TASK GOAL - Omit the pictures and reproduce the rest of the listing exactly.
<<<<
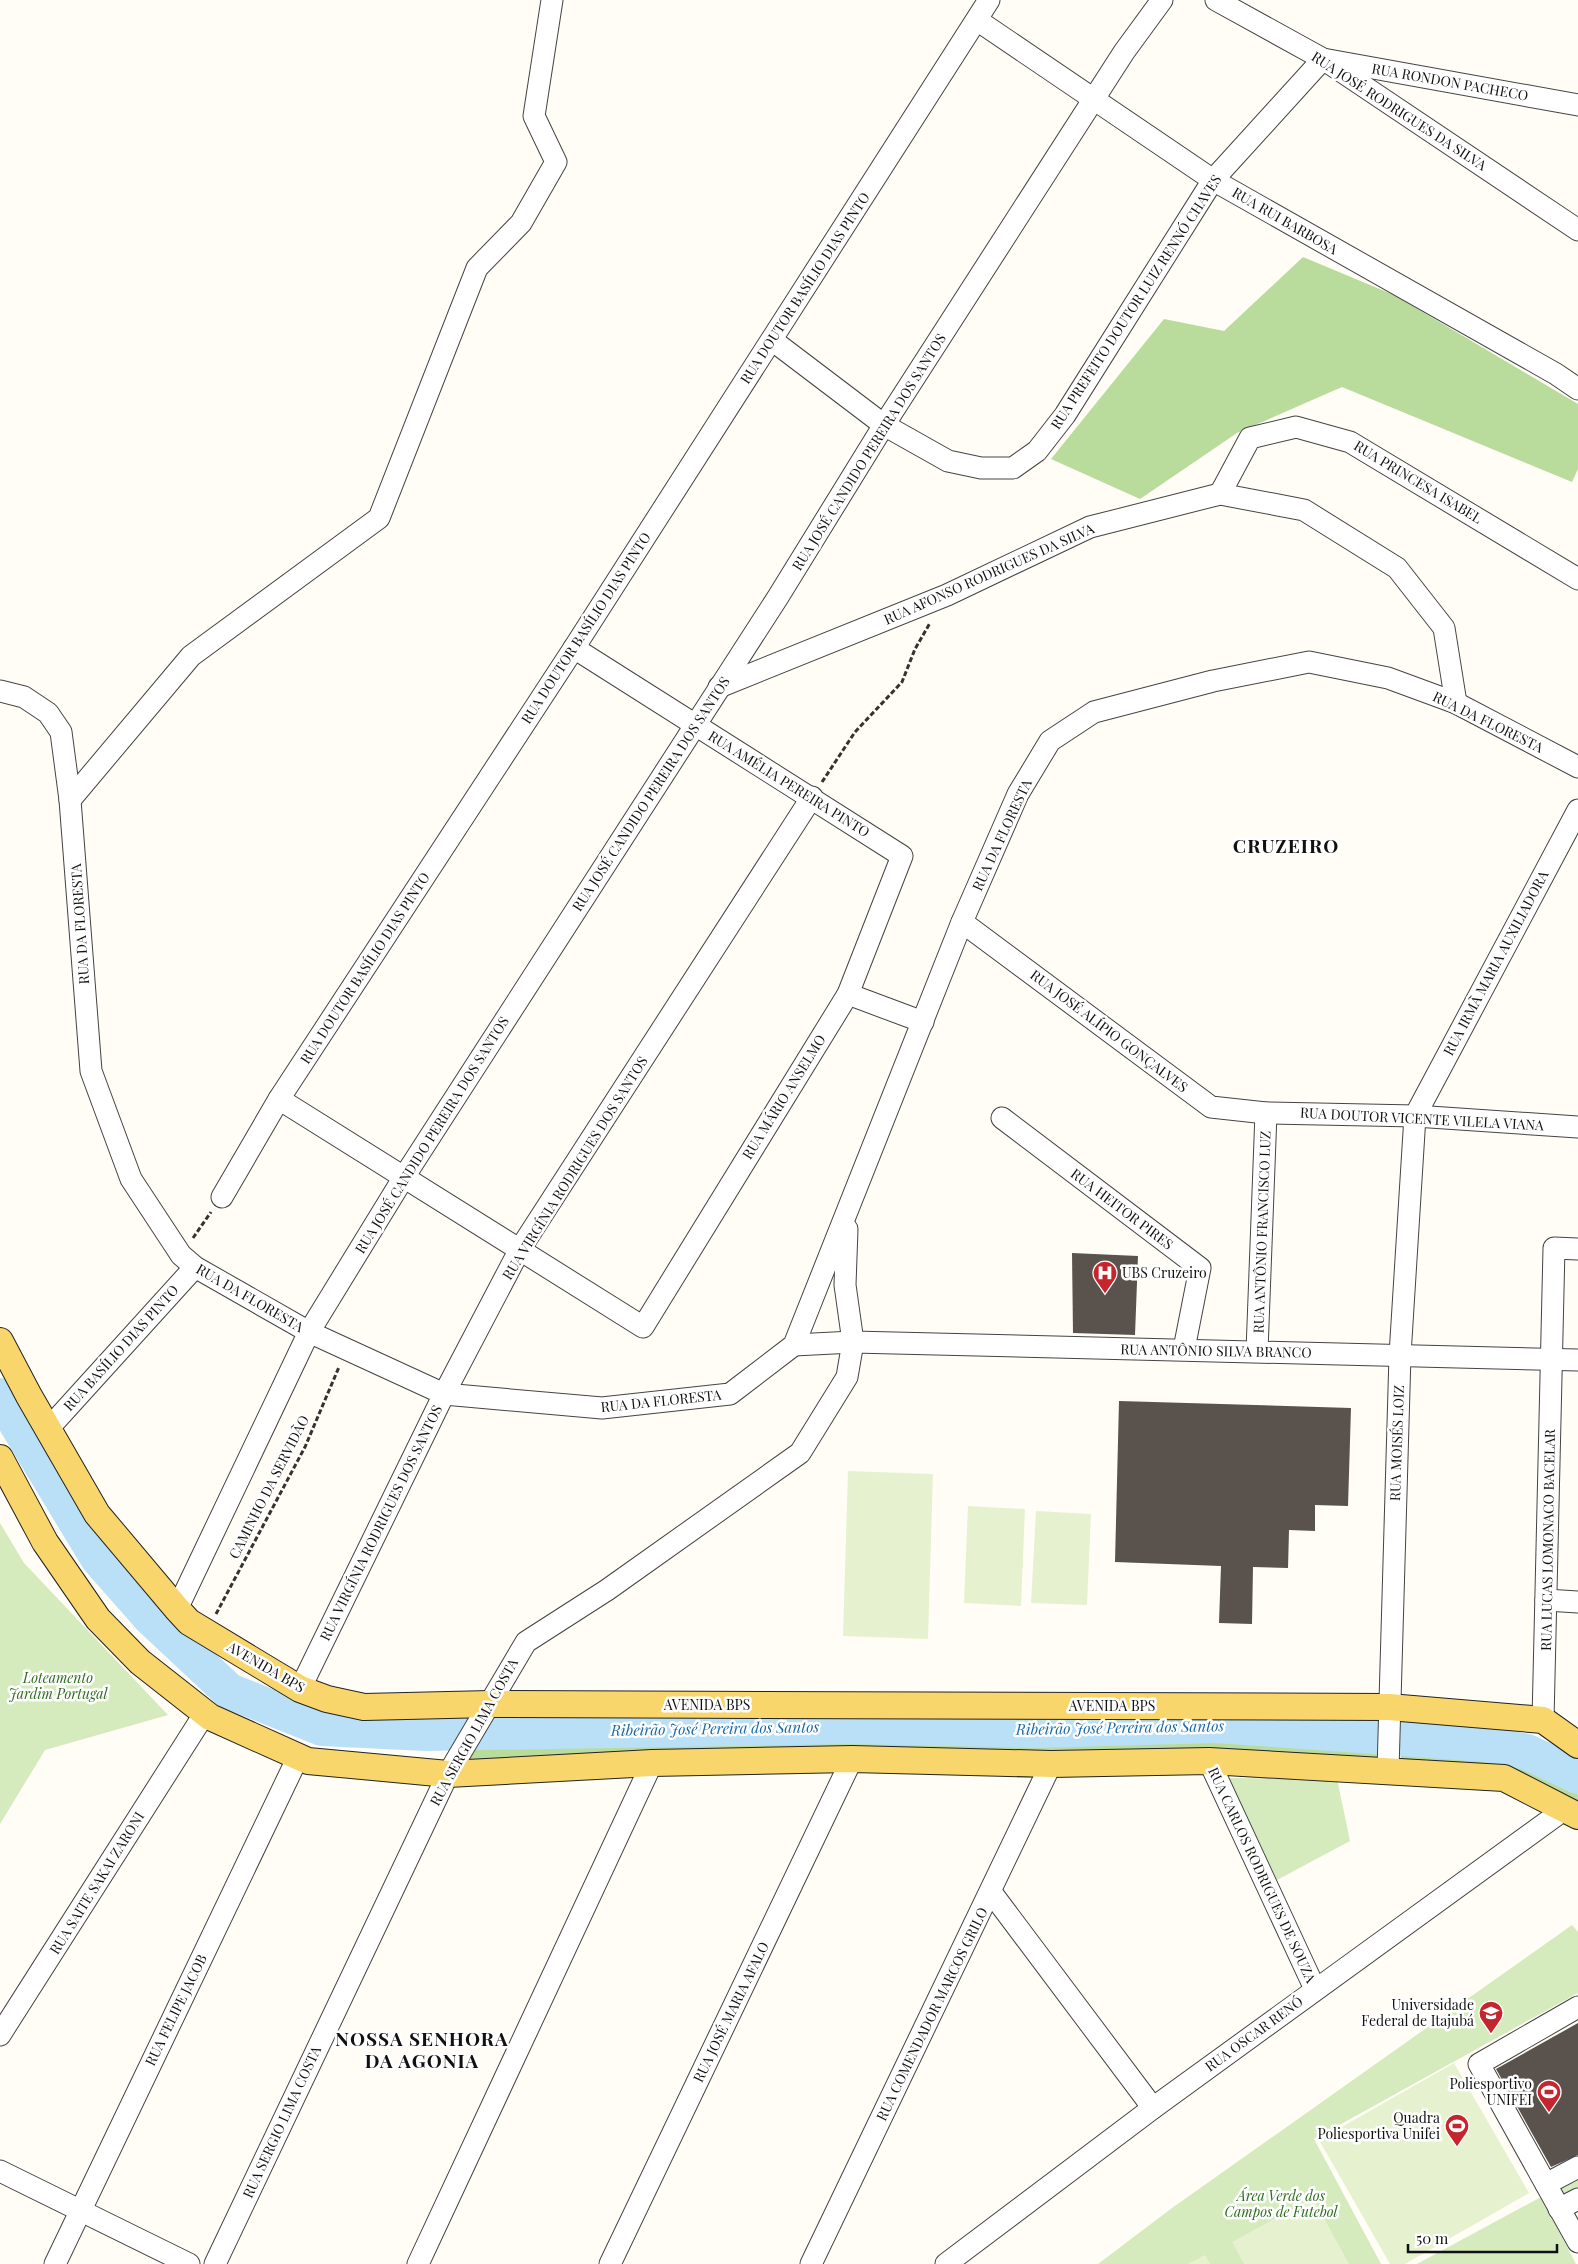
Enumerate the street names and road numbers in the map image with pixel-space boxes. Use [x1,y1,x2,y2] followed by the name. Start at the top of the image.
[1308,47,1491,175] street label: RUA JOSÉ RODRIGUES DA SILVA
[1370,58,1530,105] street label: RUA RONDON PACHECO
[1046,171,1225,433] street label: RUA PREFEITO DOUTOR LUIZ RENNÓ CHAVES
[1229,183,1342,259] street label: RUA RUI BARBOSA
[735,188,874,387] street label: RUA DOUTOR BASÍLIO DIAS PINTO
[787,330,950,574] street label: RUA JOSÉ CANDIDO PEREIRA DOS SANTOS
[1351,436,1486,527] street label: RUA PRINCESA ISABEL
[881,518,1097,629] street label: RUA AFONSO RODRIGUES DA SILVA
[516,528,655,727] street label: RUA DOUTOR BASÍLIO DIAS PINTO
[567,673,734,915] street label: RUA JOSÉ CANDIDO PEREIRA DOS SANTOS
[1430,686,1547,757] street label: RUA DA FLORESTA
[705,726,874,841] street label: RUA AMÉLIA PEREIRA PINTO
[967,776,1036,894] street label: RUA DA FLORESTA
[66,863,93,985] street label: RUA DA FLORESTA
[1439,867,1553,1059] street label: RUA IRMÃ MARIA AUXILIADORA
[295,868,434,1067] street label: RUA DOUTOR BASÍLIO DIAS PINTO
[1027,965,1192,1096] street label: RUA JOSÉ ALÍPIO GONÇALVES
[350,1013,513,1257] street label: RUA JOSÉ CANDIDO PEREIRA DOS SANTOS
[738,1031,830,1163] street label: RUA MÁRIO ANSELMO
[498,1052,652,1283] street label: RUA VIRGÍNIA RODRIGUES DOS SANTOS
[1300,1103,1545,1134] street label: RUA DOUTOR VICENTE VILELA VIANA
[1248,1130,1275,1334] street label: RUA ANTÔNIO FRANCISCO LUZ
[1067,1164,1177,1253] street label: RUA HEITOR PIRES
[193,1259,308,1336] street label: RUA DA FLORESTA
[59,1281,182,1415] street label: RUA BASÍLIO DIAS PINTO
[1120,1339,1312,1362] street label: RUA ANTÔNIO SILVA BRANCO
[600,1385,722,1416] street label: RUA DA FLORESTA
[1385,1385,1408,1501] street label: RUA MOISÉS LOIZ
[315,1402,446,1644] street label: RUA VIRGÍNIA RODRIGUES DOS SANTOS
[224,1412,313,1562] street label: CAMINHO DA SERVIDÃO
[1536,1428,1559,1651] street label: RUA LUCAS LOMONACO BACELAR
[223,1636,309,1696] street label: AVENIDA BPS
[425,1654,522,1809] street label: RUA SERGIO LIMA COSTA
[663,1695,750,1714] street label: AVENIDA BPS
[1068,1696,1155,1715] street label: AVENIDA BPS
[1204,1764,1321,1986] street label: RUA CARLOS RODRIGUES DE SOUZA
[45,1808,148,1958] street label: RUA SAITE SAKAI ZARONI
[871,1904,992,2124] street label: RUA COMENDADOR MARCOS GRILO
[688,1938,773,2085] street label: RUA JOSÉ MARIA AFALO
[140,1951,211,2069] street label: RUA FELIPE JACOB
[1201,1992,1306,2076] street label: RUA OSCAR RENÓ
[238,2042,325,2201] street label: RUA SERGIO LIMA COSTA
>>>>
PROBLEM SOLUTION -
Enumerate the street names and road numbers in the map image with pixel-space boxes. Use [x1,y1,x2,y2] followed by the name. Start at the top of the image.
[1308,47,1491,175] street label: RUA JOSÉ RODRIGUES DA SILVA
[1370,58,1530,105] street label: RUA RONDON PACHECO
[1046,171,1225,433] street label: RUA PREFEITO DOUTOR LUIZ RENNÓ CHAVES
[1229,183,1342,259] street label: RUA RUI BARBOSA
[735,188,874,387] street label: RUA DOUTOR BASÍLIO DIAS PINTO
[787,330,950,574] street label: RUA JOSÉ CANDIDO PEREIRA DOS SANTOS
[1351,436,1486,527] street label: RUA PRINCESA ISABEL
[881,518,1097,629] street label: RUA AFONSO RODRIGUES DA SILVA
[516,528,655,727] street label: RUA DOUTOR BASÍLIO DIAS PINTO
[567,673,734,915] street label: RUA JOSÉ CANDIDO PEREIRA DOS SANTOS
[1430,686,1547,757] street label: RUA DA FLORESTA
[705,726,874,841] street label: RUA AMÉLIA PEREIRA PINTO
[967,776,1036,894] street label: RUA DA FLORESTA
[66,863,93,985] street label: RUA DA FLORESTA
[1439,867,1553,1059] street label: RUA IRMÃ MARIA AUXILIADORA
[295,868,434,1067] street label: RUA DOUTOR BASÍLIO DIAS PINTO
[1027,965,1192,1096] street label: RUA JOSÉ ALÍPIO GONÇALVES
[350,1013,513,1257] street label: RUA JOSÉ CANDIDO PEREIRA DOS SANTOS
[738,1031,830,1163] street label: RUA MÁRIO ANSELMO
[498,1052,652,1283] street label: RUA VIRGÍNIA RODRIGUES DOS SANTOS
[1300,1103,1545,1134] street label: RUA DOUTOR VICENTE VILELA VIANA
[1248,1130,1275,1334] street label: RUA ANTÔNIO FRANCISCO LUZ
[1067,1164,1177,1253] street label: RUA HEITOR PIRES
[193,1259,308,1336] street label: RUA DA FLORESTA
[59,1281,182,1415] street label: RUA BASÍLIO DIAS PINTO
[1120,1339,1312,1362] street label: RUA ANTÔNIO SILVA BRANCO
[600,1385,722,1416] street label: RUA DA FLORESTA
[1385,1385,1408,1501] street label: RUA MOISÉS LOIZ
[315,1402,446,1644] street label: RUA VIRGÍNIA RODRIGUES DOS SANTOS
[224,1412,313,1562] street label: CAMINHO DA SERVIDÃO
[1536,1428,1559,1651] street label: RUA LUCAS LOMONACO BACELAR
[223,1636,309,1696] street label: AVENIDA BPS
[425,1654,522,1809] street label: RUA SERGIO LIMA COSTA
[663,1695,750,1714] street label: AVENIDA BPS
[1068,1696,1155,1715] street label: AVENIDA BPS
[1204,1764,1321,1986] street label: RUA CARLOS RODRIGUES DE SOUZA
[45,1808,148,1958] street label: RUA SAITE SAKAI ZARONI
[871,1904,992,2124] street label: RUA COMENDADOR MARCOS GRILO
[688,1938,773,2085] street label: RUA JOSÉ MARIA AFALO
[140,1951,211,2069] street label: RUA FELIPE JACOB
[1201,1992,1306,2076] street label: RUA OSCAR RENÓ
[238,2042,325,2201] street label: RUA SERGIO LIMA COSTA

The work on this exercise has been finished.